(Dataset entries)

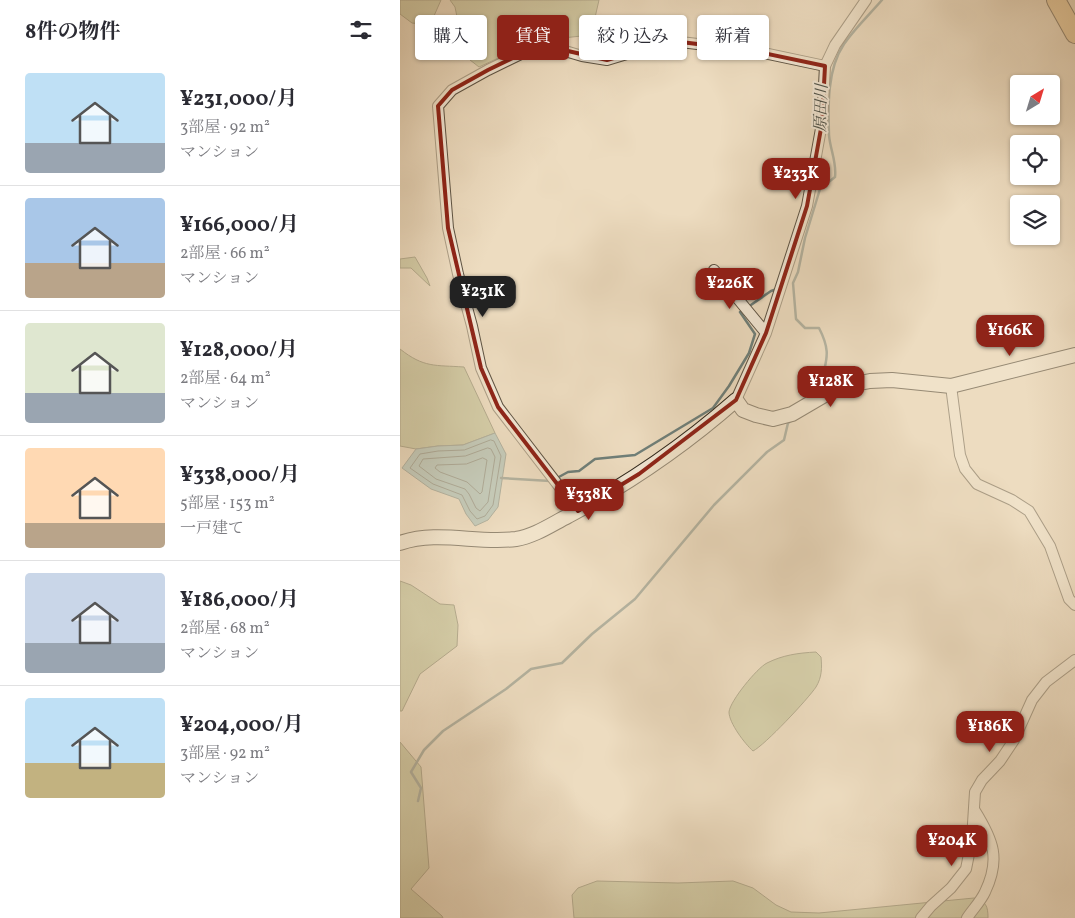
<!DOCTYPE html>
<html lang="ja">
<meta charset="utf-8">
<style>
body{margin:0;font-family:Vollkorn,"Noto Serif JP",serif;background:#f2f2f3;color:#2b2b33;height:100vh;display:flex;flex-direction:column;font-size:19px;white-space:nowrap}
*{box-sizing:border-box;margin:0}
p{font-size:16px;color:#7c7c81}
.icon{flex:none;width:28px;height:28px;fill:none;stroke:currentColor;stroke-width:2;stroke-linecap:round;stroke-linejoin:round}
.map{position:relative;flex:1;overflow:hidden}
.side{display:flex;flex-direction:column;background:#fff;width:400px}
.side>*{flex:none}
.top-card{position:absolute;left:15px;top:15px;width:475px;height:45px;display:flex;gap:10px}
.needle{width:32px;rotate:38deg}
.controls{position:absolute;left:610px;top:75px;display:grid;gap:10px}
.controls a{display:grid;place-items:center;width:50px;height:50px;border-radius:5px;background:#fff;box-shadow:0 1px 4px #0004;font-size:25px}
.price{position:absolute;translate:-50% -42px;padding:0 11px;border-radius:10px;background:#8f2418;color:#fff;font-size:16px;line-height:32px;filter:drop-shadow(0 1px 2px #0008)}
.price::after{content:'';position:absolute;left:50%;top:30px;width:15px;height:11px;margin-left:-8px;background:inherit;clip-path:polygon(0 0,100% 0,50% 100%)}
.price.active{background:#222;color:#fff}
ul{padding:0;list-style:none}
li{display:flex;align-items:center;gap:15px;height:125px;padding:0 25px}
li+li{border-top:1px solid #e1e1e2}
li span{display:grid;place-items:center;flex:none;width:140px;height:100px;border-radius:5px;color:#555}
li>.icon{margin-inline-start:auto}
span .icon{width:60px;height:60px;fill:#fffc;stroke-width:1}
li b{font-size:21px}
h2{display:flex;justify-content:space-between;align-items:center;height:60px;padding:0 25px;font-size:21px}
.chip{padding:0 18px;border-radius:5px;background:#fff;box-shadow:0 1px 4px #0004;font-size:18px;line-height:45px}
.chip.active{background:#8f2418;color:#fff}
main{display:flex;flex:1;min-height:0}
.map>svg:first-child{display:block}
</style>
<main>
<section class="side">
<h2>8件の物件<svg class="icon" aria-label="filters" viewBox="0 0 24 24"><path d="M4 7h16M4 17h16"/><circle cx="9" cy="7" r="2"/><circle cx="15" cy="17" r="2"/></svg></h2>
<ul>
<li><span style="background:linear-gradient(#bfe0f5 70%,#9aa5b1 0)"><svg class="icon" aria-label="home" viewBox="0 0 24 24"><path d="M3 11l9-7 9 7M6 9v11h12V9"/></svg></span><div><b>¥231,000/月</b><p>3部屋 · 92 m²</p><p>マンション</p></div></li>
<li><span style="background:linear-gradient(#a9c7e8 65%,#b9a48a 0)"><svg class="icon" aria-label="home" viewBox="0 0 24 24"><path d="M3 11l9-7 9 7M6 9v11h12V9"/></svg></span><div><b>¥166,000/月</b><p>2部屋 · 66 m²</p><p>マンション</p></div></li>
<li><span style="background:linear-gradient(#dfe7d0 70%,#9aa5b1 0)"><svg class="icon" aria-label="home" viewBox="0 0 24 24"><path d="M3 11l9-7 9 7M6 9v11h12V9"/></svg></span><div><b>¥128,000/月</b><p>2部屋 · 64 m²</p><p>マンション</p></div></li>
<li><span style="background:linear-gradient(#ffd9b3 75%,#b9a48a 0)"><svg class="icon" aria-label="home" viewBox="0 0 24 24"><path d="M3 11l9-7 9 7M6 9v11h12V9"/></svg></span><div><b>¥338,000/月</b><p>5部屋 · 153 m²</p><p>一戸建て</p></div></li>
<li><span style="background:linear-gradient(#c9d6e8 70%,#9aa5b1 0)"><svg class="icon" aria-label="home" viewBox="0 0 24 24"><path d="M3 11l9-7 9 7M6 9v11h12V9"/></svg></span><div><b>¥186,000/月</b><p>2部屋 · 68 m²</p><p>マンション</p></div></li>
<li><span style="background:linear-gradient(#bfe0f5 65%,#c2b280 0)"><svg class="icon" aria-label="home" viewBox="0 0 24 24"><path d="M3 11l9-7 9 7M6 9v11h12V9"/></svg></span><div><b>¥204,000/月</b><p>3部屋 · 92 m²</p><p>マンション</p></div></li>
</ul>
</section>
<div class="map">
<svg width="675" height="918" viewBox="0 0 675 918">
<rect width="100%" height="100%" fill="#eddcc0"/>
<filter id="stains"><feTurbulence type="fractalNoise" baseFrequency=".004" numOctaves="4"/><feColorMatrix values="0 0 0 0 .2 0 0 0 0 .09 0 0 0 0 .02 0 0 0 .5 -.17"/></filter>
<radialGradient id="worn" r=".72"><stop offset=".6" stop-color="#630" stop-opacity="0"/><stop offset="1" stop-color="#630" stop-opacity=".3"/></radialGradient>
<path fill="#bbbf91" stroke="#747256" d="M0,0H41L30,25L12,23L0,14Z
M50,0H199L191,35L153,39L122,47L79,67L65,56L55,7Z
M15,257L27,278L30,286L11,268H0V259Z
M0,349C24,368 35,365 64,367L95,433L63,445L38,446L16,449L0,446Z
M0,581L11,585L40,604L54,605L58,625L57,646L20,674L2,711H0Z
M416,652L421,657C422,668 422,677 416,687C408,699 365,745 353,751C345,744 329,723 329,712C330,701 357,668 367,663C383,655 398,653 416,652Z
M0,742L21,767L29,868L11,889L42,916L43,918H0Z
M197,881L278,883L333,881L353,888L376,905L391,912L419,913L574,898C586,901 588,906 588,918H174L172,895L178,888Z"/>
<path fill="#9abab8" stroke="#6f7f79" d="M95,433L106,454L98,507L88,520L75,526L66,514L59,499L31,489L2,468L16,449L38,446L63,445Z"/>
<g fill="none" stroke-linecap="round" stroke-linejoin="round">
<path stroke="#647069" stroke-width="1" d="M91,440L94,441L101,456L93,505L85,516L77,519L70,511L62,495L33,484L10,468L20,454L38,451L64,450Z
M88,448L91,449L95,457L88,502L80,511L76,508L69,494L65,489L36,479L19,466L23,459L65,456Z
M83,458L87,460L82,492L80,494L67,482L40,472L35,468L37,465L66,464Z"/>
<path stroke="#6f7f79" stroke-width="2.5" d="M348,307L371,291L377,289
M421,390C423,362 434,357 419,328H405L396,319L393,283L398,272L405,238L420,189L435,177C437,163 430,149 429,135C428,106 427,69 444,44C455,28 470,14 482,0
M101,478L150,481
M157,478L168,472L179,471L195,459L235,455L313,408L329,386L349,353L355,334L340,312L343,310
M18,801L21,788L11,772L24,750L43,731L106,689L131,669L162,663L192,634L235,599L314,505L367,452L384,440L388,423L393,420"/>
<defs>
<path id="street" d="M314,270L366,333
M551,386L560,455L565,469L577,484L612,500L629,511L650,546L669,599L675,605
M336,400L366,333L407,206L422,123L425,66L435,45L466,0
M178,511L98,407L81,368L72,326L58,274L48,228L38,106L52,90L88,70L127,51L155,48L182,56L207,60L260,44L281,42L354,51L425,66
M521,918L531,906L551,888L566,869L572,839L575,792L582,780L600,761L614,740L632,700L646,682L675,660
M567,918C573,909 581,901 585,892C601,859 593,840 575,811"/>
<path id="secondary" d="M0,543C38,530 77,544 116,539C135,536 152,524 168,516C228,484 285,445 336,400L343,410L356,415L373,419L392,414L433,390L450,385L470,381L492,380L551,386L675,355"/>
<path id="highway" d="M656,0L675,34"/>
</defs>
<use href="#street" stroke="#5e5444" stroke-width="12"/>
<use href="#secondary" stroke="#2e261a" stroke-width="16"/>
<use href="#highway" stroke="#2e261a" stroke-width="20"/>
<use href="#street" stroke="#f3e8d6" stroke-width="10"/>
<use href="#secondary" stroke="#f3e8d6" stroke-width="14"/>
<use href="#highway" stroke="#e6be80" stroke-width="18"/>
</g>
<path d="M0 0H675V918H0ZM281,42L354,51L425,66L422,123L407,206L366,333L336,400L239,474L178,511L98,407L81,368L48,228L38,106L52,90L88,70L127,51L155,48L207,60L260,44Z" fill="#eddcc0" fill-opacity=".55" fill-rule="evenodd"/>
<path fill="none" stroke="#8f2418" stroke-width="4" stroke-linejoin="round" d="M281,42L354,51L425,66L422,123L407,206L366,333L336,400L239,474L178,511L98,407L81,368L48,228L38,106L52,90L88,70L127,51L155,48L207,60L260,44Z"/>
<g text-anchor="middle" stroke-width="4" stroke-linejoin="round" paint-order="stroke">
<g font-size="16" font-style="italic" fill="#4e5249" stroke="#f3e8d6">
<text transform="translate(420 108) rotate(-88)" y="6">原田川</text>
</g>
</g>
<rect width="100%" height="100%" filter="url(#stains)"/>
<rect width="100%" height="100%" fill="url(#worn)"/>
</svg>
<div class="controls">
<a><svg class="needle" viewBox="-14 -14 28 28"><path d="M0-13l5 13h-10z" fill="#e53935"/><path d="M0 13l5-13h-10z" fill="#7c7c81"/></svg></a>
<a><svg class="icon" aria-label="locate" viewBox="0 0 24 24"><circle cx="12" cy="12" r="6"/><path d="M12 2v4M12 18v4M2 12h4M18 12h4"/></svg></a>
<a><svg class="icon" aria-label="layers" viewBox="0 0 24 24"><path d="M12 4l9 5-9 5-9-5zM3 14l9 5 9-5"/></svg></a>
</div>
<b class="price" style="left:396px;top:200px">¥233K</b>
<b class="price" style="left:330px;top:310px">¥226K</b>
<b class="price active" style="left:83px;top:318px">¥231K</b>
<b class="price" style="left:610px;top:357px">¥166K</b>
<b class="price" style="left:431px;top:408px">¥128K</b>
<b class="price" style="left:189px;top:521px">¥338K</b>
<b class="price" style="left:590px;top:753px">¥186K</b>
<b class="price" style="left:552px;top:867px">¥204K</b>
<div class="top-card">
<a class="chip">購入</a>
<a class="chip active">賃貸</a>
<a class="chip">絞り込み</a>
<a class="chip">新着</a>
</div>
</div>
</main>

*WHAT IS REQUIRED*
Every line of the records containing the word "place" must appear in the answer.

*RESPONSE BOX*
.controls a{display:grid;place-items:center;width:50px;height:50px;border-radius:5px;background:#fff;box-shadow:0 1px 4px #0004;font-size:25px}
li span{display:grid;place-items:center;flex:none;width:140px;height:100px;border-radius:5px;color:#555}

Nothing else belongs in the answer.